§ Supplied records
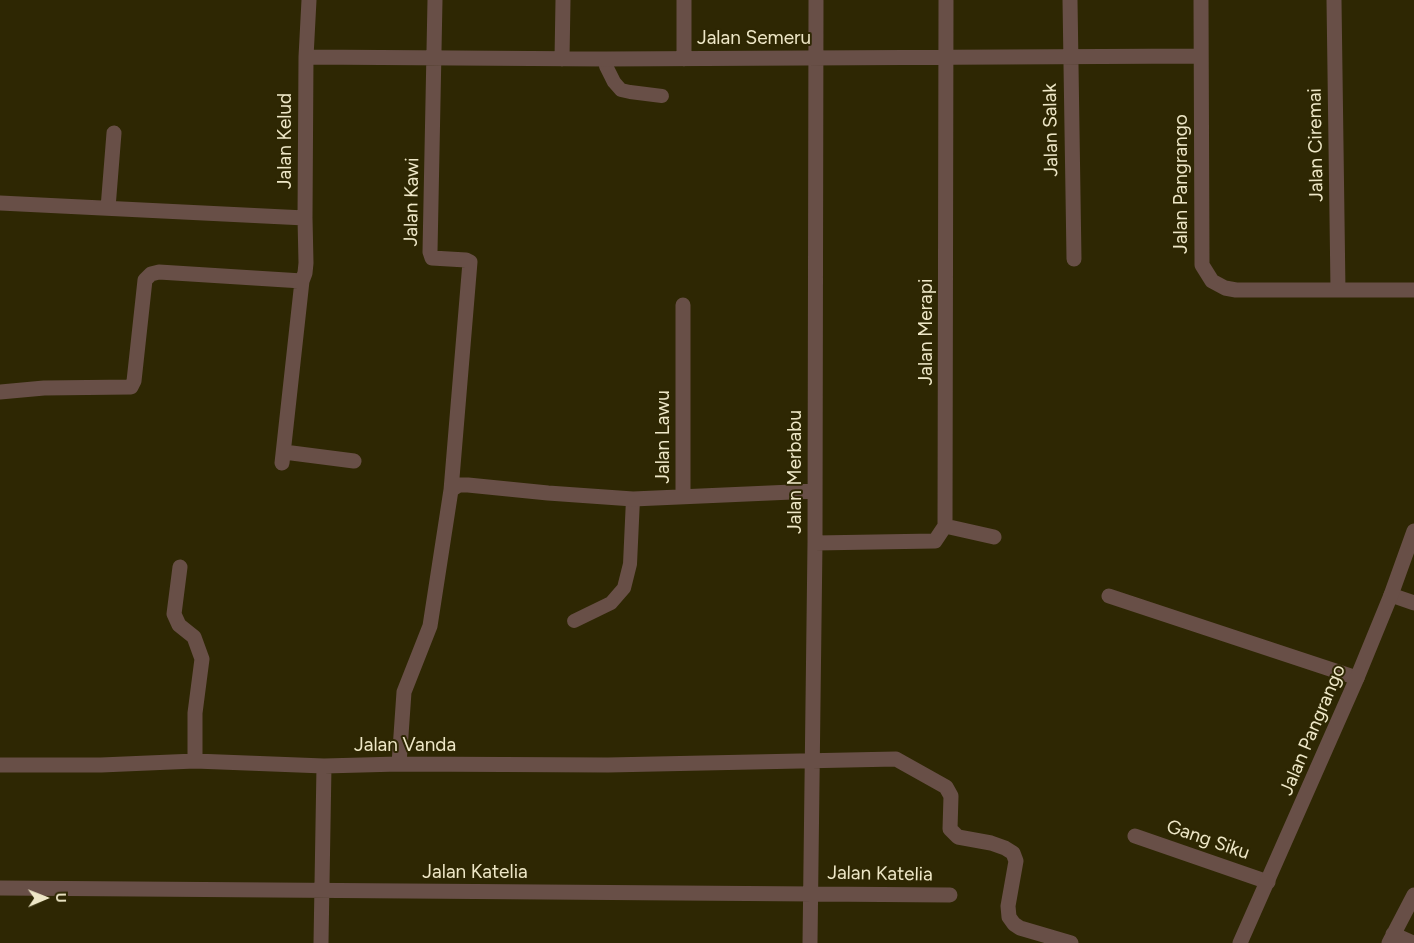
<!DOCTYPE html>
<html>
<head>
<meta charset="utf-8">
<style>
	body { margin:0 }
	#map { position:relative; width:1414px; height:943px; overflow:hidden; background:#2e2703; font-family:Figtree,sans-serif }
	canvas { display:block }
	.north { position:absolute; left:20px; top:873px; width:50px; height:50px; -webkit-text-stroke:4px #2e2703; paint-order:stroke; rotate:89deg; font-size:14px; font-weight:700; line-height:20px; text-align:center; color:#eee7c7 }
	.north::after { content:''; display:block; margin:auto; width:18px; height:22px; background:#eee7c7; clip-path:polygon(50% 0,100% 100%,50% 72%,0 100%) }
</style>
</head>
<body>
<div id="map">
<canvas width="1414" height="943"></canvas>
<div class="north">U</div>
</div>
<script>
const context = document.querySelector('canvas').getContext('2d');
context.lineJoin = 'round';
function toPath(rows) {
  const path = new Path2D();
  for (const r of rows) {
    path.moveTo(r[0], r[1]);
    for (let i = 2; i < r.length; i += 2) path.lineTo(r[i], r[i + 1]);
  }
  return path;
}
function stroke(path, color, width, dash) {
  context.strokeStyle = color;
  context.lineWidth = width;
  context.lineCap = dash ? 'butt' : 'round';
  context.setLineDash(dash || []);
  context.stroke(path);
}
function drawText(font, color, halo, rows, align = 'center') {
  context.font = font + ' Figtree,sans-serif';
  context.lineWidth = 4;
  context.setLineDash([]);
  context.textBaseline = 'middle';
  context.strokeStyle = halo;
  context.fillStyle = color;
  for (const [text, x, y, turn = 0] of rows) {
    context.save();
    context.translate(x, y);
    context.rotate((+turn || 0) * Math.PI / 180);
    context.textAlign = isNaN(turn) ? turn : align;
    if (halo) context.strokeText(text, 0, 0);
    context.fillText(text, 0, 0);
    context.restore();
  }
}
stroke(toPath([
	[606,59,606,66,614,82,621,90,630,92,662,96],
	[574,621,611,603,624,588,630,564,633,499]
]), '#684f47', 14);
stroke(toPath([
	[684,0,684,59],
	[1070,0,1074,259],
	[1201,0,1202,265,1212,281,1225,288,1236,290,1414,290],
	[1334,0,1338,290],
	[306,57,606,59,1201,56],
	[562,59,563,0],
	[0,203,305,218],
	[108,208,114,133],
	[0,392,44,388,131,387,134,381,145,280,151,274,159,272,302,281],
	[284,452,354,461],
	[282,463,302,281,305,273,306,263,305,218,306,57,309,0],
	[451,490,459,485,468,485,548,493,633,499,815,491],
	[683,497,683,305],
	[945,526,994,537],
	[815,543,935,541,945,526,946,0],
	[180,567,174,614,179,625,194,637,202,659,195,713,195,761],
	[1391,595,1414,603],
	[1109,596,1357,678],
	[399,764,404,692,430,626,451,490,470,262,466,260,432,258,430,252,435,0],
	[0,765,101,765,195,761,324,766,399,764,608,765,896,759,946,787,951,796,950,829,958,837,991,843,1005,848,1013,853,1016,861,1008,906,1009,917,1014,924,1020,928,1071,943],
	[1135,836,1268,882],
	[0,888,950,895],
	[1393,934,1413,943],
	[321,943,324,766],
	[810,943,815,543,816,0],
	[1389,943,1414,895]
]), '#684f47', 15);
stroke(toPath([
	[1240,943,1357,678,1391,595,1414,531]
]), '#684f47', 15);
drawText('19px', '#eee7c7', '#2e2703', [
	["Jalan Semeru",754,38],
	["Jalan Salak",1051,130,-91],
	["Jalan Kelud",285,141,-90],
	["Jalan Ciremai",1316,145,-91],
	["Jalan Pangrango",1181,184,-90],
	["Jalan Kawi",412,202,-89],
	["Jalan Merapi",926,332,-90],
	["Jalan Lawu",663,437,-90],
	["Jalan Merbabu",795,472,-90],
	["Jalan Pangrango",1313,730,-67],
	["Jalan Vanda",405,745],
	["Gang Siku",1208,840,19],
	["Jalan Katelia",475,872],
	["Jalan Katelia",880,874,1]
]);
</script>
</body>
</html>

§ What is being asked
Go to the line in the material above that contains "context.stroke(path);" and copy exactly from there through the line that contains "context.translate(x, y);", stopping after it.

§ Task output
  context.stroke(path);
}
function drawText(font, color, halo, rows, align = 'center') {
  context.font = font + ' Figtree,sans-serif';
  context.lineWidth = 4;
  context.setLineDash([]);
  context.textBaseline = 'middle';
  context.strokeStyle = halo;
  context.fillStyle = color;
  for (const [text, x, y, turn = 0] of rows) {
    context.save();
    context.translate(x, y);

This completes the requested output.